The easiest way to visualize the content of the HDF5 file `ou_process.h5` is to select it in the Explorer. This will launch the __[H5Web VS Code plugin](https://marketplace.visualstudio.com/items?itemName=h5web.vscode-h5web)__, which is sufficient for quick inspection and simple plot types. A more powerful option is __[Matplotlib](https://matplotlib.org/)__, and a plot of the fourty third sample path can be obtained as shown below.

In [None]:
%matplotlib inline
import h5py
import numpy as np

f = h5py.File("ou_process.h5")
dset = f["dataset"]

In [None]:
arr = dset[42,:]
print(f"min: {arr.min():.2f}, max: {arr.max():.2f}, mean: {arr.mean():.2f}")

In [None]:
import matplotlib.pyplot as plt

plt.style.use('_mpl-gallery')
fig, ax = plt.subplots()
ax.plot(np.arange(0,len(arr)), arr, linewidth=2.0)
plt.show()

In [None]:
f.close()

## Discussion

In this part of the tutorial, we demonstrated how to store a set of sample paths plus metadata in plain text, as an unformatted binary stream, and in an HDF5 file. Advantages and challenges are relative to circumstances, and pointless to belabor in the abstract. If circumstances change, it might be time for a change of approach. Here are a few considerations:

The simplicity of plain text is hard to beat for small data sets. No special tools or libraries are needed to handle text. (There are, however, __[challenges](https://youtu.be/_mZBa3sqTrI?si=sKQKvFgserRq2uHf)__ with "plain text" the moment you go beyond US-ASCII.) Performance in space (file size) and time (marshalling overhead) deteriorates with data size. Common mitigations include compression and parallel processing, but the original simplicity is gone.
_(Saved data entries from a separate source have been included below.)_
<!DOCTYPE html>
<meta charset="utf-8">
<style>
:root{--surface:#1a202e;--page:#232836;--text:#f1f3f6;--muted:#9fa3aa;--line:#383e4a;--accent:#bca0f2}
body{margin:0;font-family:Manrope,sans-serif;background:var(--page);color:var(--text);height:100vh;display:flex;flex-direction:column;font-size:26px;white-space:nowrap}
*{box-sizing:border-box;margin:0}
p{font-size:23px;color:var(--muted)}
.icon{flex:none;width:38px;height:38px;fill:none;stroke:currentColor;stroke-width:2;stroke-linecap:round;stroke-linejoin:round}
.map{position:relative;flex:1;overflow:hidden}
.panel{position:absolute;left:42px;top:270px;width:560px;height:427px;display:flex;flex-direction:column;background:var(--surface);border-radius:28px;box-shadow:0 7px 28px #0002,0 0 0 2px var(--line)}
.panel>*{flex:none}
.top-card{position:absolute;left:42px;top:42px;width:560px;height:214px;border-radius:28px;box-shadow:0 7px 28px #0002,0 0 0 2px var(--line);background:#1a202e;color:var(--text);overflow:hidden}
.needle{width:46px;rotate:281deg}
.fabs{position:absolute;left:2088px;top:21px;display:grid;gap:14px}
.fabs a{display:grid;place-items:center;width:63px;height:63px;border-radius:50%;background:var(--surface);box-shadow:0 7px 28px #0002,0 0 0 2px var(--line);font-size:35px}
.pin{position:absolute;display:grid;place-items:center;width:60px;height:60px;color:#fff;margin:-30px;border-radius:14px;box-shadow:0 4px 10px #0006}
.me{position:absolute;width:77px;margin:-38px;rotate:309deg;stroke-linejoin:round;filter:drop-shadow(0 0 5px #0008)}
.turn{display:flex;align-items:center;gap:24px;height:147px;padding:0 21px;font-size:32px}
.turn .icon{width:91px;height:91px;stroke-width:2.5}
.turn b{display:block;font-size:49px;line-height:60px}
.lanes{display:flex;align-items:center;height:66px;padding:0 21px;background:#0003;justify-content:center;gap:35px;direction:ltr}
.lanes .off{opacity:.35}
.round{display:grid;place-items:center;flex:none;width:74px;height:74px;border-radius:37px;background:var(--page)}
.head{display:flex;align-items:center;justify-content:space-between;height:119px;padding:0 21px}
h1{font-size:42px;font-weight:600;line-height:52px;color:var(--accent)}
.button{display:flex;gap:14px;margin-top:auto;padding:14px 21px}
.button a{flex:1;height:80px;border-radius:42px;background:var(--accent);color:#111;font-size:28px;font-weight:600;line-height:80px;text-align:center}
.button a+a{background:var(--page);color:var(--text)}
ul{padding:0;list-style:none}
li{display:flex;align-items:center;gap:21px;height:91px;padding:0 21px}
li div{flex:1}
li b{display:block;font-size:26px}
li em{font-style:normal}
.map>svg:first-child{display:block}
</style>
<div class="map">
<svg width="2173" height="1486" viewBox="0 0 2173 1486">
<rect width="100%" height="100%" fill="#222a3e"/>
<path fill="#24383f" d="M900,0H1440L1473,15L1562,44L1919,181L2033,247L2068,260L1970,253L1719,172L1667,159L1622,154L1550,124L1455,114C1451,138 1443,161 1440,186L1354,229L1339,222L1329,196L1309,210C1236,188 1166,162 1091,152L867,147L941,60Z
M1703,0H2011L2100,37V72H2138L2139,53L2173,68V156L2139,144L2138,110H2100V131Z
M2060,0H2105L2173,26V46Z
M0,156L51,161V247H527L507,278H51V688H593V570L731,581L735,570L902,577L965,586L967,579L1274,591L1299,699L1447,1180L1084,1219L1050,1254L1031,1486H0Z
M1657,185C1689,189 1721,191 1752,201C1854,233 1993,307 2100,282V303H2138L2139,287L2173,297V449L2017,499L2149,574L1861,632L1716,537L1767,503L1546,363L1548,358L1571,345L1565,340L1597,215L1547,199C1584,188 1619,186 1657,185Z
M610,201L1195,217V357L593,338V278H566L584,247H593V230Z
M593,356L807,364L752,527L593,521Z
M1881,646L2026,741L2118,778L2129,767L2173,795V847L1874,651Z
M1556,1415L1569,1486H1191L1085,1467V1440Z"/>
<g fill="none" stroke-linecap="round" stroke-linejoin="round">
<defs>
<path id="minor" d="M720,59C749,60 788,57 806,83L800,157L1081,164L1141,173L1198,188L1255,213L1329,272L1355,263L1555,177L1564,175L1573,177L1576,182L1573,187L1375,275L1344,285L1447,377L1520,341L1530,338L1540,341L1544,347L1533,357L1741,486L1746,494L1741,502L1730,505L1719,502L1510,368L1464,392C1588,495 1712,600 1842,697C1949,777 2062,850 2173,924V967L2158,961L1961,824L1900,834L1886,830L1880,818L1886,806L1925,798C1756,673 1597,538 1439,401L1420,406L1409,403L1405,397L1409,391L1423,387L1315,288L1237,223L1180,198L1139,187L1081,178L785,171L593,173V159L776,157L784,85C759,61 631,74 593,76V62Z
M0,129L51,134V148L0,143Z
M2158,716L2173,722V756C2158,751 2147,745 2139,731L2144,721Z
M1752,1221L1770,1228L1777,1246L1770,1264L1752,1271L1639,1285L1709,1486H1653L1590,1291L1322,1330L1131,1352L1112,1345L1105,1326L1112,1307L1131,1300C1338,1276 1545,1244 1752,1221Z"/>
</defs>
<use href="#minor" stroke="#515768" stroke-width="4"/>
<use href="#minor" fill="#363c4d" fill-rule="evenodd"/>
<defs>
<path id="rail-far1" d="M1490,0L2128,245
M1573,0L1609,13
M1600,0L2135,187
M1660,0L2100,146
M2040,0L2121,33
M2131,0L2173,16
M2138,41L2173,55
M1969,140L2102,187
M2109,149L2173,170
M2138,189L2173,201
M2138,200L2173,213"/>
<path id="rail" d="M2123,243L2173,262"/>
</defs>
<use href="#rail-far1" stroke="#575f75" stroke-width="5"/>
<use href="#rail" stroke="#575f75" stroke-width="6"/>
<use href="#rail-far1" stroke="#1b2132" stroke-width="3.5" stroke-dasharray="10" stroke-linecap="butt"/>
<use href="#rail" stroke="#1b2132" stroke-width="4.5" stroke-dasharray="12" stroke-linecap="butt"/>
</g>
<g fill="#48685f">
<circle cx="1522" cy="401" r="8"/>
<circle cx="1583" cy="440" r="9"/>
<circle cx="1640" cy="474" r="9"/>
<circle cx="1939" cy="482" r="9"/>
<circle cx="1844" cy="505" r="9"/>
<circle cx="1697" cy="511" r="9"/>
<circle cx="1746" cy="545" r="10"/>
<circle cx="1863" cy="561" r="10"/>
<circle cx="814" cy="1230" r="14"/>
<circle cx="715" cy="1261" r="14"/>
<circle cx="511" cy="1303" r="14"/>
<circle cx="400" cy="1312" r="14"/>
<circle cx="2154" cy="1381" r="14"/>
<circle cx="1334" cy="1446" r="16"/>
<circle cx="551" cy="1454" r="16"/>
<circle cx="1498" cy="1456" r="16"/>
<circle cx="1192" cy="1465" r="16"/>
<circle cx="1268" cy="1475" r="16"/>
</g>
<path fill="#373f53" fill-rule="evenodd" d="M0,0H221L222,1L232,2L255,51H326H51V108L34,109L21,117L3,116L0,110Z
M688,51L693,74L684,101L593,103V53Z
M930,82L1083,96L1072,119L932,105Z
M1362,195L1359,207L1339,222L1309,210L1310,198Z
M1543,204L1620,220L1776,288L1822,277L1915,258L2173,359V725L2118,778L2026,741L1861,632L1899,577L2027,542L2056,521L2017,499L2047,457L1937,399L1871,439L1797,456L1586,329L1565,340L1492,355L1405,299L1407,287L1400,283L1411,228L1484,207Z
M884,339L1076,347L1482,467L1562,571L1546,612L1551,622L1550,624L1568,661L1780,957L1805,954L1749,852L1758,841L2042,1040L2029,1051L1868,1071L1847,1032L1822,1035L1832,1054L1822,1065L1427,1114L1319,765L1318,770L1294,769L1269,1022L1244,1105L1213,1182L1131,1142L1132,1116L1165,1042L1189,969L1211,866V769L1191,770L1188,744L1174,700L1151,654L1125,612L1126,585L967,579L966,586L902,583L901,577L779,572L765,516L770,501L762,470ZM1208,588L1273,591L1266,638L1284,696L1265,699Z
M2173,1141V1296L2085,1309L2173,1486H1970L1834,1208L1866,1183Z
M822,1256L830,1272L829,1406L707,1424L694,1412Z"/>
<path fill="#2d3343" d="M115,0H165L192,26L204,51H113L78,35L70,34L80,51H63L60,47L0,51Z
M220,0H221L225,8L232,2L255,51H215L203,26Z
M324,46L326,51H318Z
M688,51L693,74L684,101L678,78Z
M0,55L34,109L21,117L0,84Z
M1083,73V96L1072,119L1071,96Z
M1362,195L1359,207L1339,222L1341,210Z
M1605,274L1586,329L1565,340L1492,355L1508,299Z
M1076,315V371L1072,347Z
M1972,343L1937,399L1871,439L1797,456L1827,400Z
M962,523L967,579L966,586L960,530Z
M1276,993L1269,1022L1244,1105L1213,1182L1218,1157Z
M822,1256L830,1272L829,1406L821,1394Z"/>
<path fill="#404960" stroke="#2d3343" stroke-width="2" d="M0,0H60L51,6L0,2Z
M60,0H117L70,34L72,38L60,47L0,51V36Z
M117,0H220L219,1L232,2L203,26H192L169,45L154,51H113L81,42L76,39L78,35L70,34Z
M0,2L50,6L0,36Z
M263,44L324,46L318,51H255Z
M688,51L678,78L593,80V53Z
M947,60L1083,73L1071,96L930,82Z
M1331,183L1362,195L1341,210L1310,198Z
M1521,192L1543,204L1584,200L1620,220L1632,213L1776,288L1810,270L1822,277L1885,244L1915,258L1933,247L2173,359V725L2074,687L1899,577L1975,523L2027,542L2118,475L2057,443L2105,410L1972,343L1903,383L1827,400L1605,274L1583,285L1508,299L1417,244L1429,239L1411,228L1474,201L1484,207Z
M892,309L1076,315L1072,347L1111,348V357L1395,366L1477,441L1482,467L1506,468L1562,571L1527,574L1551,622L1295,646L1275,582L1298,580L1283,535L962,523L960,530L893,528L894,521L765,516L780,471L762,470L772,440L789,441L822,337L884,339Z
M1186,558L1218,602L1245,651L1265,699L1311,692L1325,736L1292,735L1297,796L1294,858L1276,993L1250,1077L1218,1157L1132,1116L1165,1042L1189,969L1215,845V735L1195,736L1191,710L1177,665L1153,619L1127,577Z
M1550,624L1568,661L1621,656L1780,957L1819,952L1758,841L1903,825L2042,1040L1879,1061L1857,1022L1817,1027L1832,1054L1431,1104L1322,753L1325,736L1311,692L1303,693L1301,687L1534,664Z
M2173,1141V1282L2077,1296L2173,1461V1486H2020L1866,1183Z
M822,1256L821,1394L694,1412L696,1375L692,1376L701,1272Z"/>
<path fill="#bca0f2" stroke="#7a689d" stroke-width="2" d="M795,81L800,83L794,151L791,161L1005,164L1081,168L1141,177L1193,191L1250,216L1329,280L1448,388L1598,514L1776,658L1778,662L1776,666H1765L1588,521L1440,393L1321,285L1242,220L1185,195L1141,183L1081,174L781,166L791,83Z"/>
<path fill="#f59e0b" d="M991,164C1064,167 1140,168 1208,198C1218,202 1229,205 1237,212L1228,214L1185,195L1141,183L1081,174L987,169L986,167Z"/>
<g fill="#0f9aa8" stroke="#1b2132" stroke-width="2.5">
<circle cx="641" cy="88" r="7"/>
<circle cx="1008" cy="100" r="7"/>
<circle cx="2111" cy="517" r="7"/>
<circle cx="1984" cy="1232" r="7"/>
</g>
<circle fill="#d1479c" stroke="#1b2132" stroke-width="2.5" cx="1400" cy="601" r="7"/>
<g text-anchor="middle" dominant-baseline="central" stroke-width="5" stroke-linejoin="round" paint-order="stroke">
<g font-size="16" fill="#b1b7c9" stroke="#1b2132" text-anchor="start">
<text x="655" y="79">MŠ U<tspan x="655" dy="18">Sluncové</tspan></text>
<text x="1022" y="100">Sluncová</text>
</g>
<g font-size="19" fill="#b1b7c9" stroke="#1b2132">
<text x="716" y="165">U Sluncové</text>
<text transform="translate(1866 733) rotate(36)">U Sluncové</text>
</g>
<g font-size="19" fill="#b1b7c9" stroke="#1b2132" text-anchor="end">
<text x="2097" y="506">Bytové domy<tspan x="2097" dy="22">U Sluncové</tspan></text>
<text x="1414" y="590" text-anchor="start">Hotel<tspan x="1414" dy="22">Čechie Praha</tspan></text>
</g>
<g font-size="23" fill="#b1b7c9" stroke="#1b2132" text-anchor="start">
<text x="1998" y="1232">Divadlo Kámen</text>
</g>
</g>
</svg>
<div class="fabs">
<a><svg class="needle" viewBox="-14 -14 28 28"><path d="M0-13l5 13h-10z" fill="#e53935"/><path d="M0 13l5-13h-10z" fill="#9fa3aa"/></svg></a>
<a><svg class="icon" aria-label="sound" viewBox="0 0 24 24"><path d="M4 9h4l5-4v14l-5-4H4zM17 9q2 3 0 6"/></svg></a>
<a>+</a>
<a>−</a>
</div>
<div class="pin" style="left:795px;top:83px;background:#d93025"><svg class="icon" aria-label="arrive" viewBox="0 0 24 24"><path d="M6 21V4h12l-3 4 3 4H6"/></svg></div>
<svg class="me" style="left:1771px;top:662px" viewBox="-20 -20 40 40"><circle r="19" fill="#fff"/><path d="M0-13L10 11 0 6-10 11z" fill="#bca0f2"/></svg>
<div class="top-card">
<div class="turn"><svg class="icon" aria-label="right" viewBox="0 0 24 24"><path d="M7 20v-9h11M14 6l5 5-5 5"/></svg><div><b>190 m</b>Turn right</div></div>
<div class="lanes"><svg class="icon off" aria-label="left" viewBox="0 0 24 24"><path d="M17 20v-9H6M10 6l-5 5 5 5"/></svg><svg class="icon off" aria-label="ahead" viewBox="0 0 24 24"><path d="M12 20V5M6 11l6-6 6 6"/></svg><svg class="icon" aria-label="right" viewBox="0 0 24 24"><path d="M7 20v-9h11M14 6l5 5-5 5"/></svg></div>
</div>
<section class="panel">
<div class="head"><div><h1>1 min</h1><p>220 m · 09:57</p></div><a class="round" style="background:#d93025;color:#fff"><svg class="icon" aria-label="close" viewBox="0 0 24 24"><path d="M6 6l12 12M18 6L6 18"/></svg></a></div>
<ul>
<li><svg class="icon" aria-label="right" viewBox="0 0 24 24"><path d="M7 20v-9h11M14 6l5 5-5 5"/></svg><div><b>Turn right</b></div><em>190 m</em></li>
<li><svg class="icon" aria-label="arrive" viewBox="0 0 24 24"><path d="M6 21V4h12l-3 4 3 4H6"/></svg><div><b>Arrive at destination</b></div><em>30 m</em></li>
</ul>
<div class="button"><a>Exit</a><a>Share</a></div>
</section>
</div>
Unformatted binary streams are fine as long as platforms and layouts are stable. The moment multiple platforms with different byte orders enter the mix, things get tricky. Change in the metadata or data is the biggest enemy. Not only is (separate) documentation in need of updates, but costly code changes to support legacy and new data might be necessary.

The HDF5 framework takes care of all of the issues mentioned so far at the expense of a dependency on the HDF5 library and file format or HSDS. Common considerations before deciding on making your product dependent on the HDF5 framework include:

1. **Licensing and Costs:** FOSS, BSD or Apache license, cost of ownership
2. **Compatibility and Integration:** Great third-party support
3. **Security and Privacy:** CVE-free
4. **Support and Documentation:** Get support from The HDF Group; extensive documentation
5. **Reliability and Performance:** Use in mission-critical applications; de facto standard for science and engineering data; Google Scholar
6. **Updates and Longevity:** 25 year track record; regular maintenance releases, forward/backward compatibility guarantee
7. **Vendor Lock-in:** FOSS & open specs.
8. **Community and Ecosystem:** Outstanding, HUG events, Forum, Google Scholar, third-party support
9. **Legal and Compliance Issues:** Permissive licensing; you know your legal envelope
10. **Impact on Your Product Roadmap:** Where is the industry headed? Need room to grow? Move to the cloud? AI ready?